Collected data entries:
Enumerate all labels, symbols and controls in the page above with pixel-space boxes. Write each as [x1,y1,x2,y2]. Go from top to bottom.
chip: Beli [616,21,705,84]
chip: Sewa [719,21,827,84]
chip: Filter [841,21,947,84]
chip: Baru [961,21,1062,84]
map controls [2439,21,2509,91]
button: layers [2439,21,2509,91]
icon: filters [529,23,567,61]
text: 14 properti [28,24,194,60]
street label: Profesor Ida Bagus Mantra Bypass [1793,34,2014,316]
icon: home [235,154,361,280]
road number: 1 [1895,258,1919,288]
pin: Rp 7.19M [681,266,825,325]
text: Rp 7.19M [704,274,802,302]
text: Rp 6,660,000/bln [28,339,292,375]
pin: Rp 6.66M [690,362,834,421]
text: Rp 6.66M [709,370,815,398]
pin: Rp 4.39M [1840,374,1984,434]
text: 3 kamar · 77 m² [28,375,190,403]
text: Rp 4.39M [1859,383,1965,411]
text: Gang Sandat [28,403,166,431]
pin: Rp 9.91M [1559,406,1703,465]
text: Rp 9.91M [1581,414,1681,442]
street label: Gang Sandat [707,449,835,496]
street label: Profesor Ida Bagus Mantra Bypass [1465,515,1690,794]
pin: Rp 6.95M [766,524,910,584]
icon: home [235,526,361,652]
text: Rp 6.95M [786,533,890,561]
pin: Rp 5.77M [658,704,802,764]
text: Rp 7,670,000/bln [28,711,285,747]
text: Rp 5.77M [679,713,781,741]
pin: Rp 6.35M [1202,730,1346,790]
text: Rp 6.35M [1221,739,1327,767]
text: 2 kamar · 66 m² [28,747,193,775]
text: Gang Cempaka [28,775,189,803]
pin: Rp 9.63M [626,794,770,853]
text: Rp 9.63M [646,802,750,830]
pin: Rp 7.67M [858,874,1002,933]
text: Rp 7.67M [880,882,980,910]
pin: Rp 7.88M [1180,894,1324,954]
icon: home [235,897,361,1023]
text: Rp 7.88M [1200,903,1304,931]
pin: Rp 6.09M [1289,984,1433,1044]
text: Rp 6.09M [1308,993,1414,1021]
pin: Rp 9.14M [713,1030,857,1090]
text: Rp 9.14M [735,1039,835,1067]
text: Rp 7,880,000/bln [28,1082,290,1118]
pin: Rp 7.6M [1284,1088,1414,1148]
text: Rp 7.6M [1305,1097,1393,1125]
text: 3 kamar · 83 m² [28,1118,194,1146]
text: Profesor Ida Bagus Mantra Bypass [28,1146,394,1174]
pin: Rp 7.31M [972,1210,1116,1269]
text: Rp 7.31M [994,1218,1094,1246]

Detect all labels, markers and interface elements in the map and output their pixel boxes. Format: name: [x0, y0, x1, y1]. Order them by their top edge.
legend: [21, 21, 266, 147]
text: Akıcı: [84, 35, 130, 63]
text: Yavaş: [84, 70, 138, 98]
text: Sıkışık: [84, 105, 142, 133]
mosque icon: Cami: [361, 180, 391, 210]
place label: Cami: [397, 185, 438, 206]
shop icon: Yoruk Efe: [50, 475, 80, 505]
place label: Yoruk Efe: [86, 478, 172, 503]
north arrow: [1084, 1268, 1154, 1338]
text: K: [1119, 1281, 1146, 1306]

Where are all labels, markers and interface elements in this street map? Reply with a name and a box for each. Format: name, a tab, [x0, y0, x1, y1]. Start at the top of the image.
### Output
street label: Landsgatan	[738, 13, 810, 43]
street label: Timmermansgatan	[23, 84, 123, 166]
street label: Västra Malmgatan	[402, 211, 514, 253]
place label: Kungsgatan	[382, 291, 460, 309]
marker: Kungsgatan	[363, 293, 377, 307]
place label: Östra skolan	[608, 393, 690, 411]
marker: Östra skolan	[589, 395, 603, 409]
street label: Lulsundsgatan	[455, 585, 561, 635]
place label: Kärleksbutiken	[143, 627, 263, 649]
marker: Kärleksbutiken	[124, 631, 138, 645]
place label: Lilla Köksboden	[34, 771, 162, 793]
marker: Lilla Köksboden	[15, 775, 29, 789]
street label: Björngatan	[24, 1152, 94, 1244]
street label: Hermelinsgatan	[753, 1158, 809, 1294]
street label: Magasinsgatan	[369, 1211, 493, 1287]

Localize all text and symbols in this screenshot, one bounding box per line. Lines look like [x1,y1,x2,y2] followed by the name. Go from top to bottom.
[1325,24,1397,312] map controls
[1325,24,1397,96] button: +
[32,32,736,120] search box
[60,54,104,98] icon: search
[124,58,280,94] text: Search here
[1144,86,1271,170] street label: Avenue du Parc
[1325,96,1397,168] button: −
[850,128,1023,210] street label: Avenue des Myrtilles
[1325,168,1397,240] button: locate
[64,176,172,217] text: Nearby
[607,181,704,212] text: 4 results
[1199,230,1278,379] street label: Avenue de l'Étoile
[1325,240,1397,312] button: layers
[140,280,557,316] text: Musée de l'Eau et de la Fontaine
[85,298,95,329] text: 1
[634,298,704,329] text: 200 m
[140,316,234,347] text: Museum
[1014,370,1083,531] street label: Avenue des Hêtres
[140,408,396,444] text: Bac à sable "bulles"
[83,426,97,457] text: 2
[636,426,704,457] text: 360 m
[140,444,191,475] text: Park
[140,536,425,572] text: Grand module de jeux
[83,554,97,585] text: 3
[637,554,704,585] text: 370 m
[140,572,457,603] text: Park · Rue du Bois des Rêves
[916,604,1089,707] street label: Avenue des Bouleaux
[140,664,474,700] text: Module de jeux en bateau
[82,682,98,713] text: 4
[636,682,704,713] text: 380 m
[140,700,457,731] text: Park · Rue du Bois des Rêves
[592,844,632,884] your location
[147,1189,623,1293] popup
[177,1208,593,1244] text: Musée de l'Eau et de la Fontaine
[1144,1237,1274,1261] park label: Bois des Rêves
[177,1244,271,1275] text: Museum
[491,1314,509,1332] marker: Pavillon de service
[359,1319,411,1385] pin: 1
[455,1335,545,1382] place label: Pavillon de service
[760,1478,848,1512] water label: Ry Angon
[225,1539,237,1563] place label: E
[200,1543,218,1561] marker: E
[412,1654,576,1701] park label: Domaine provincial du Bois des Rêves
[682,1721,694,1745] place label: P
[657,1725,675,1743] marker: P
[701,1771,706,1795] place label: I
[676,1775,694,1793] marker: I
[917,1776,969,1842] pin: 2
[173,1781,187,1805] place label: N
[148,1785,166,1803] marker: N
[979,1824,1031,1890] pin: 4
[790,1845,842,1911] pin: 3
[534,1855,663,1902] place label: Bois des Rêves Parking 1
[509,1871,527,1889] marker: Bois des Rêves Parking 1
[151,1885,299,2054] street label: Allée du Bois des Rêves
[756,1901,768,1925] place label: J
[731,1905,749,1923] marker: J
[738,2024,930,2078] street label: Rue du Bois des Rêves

* _Activity_
Every line in the data above that contains "Fontaine" needs to be copied.

* _Result of the task_
[140,280,557,316] text: Musée de l'Eau et de la Fontaine
[177,1208,593,1244] text: Musée de l'Eau et de la Fontaine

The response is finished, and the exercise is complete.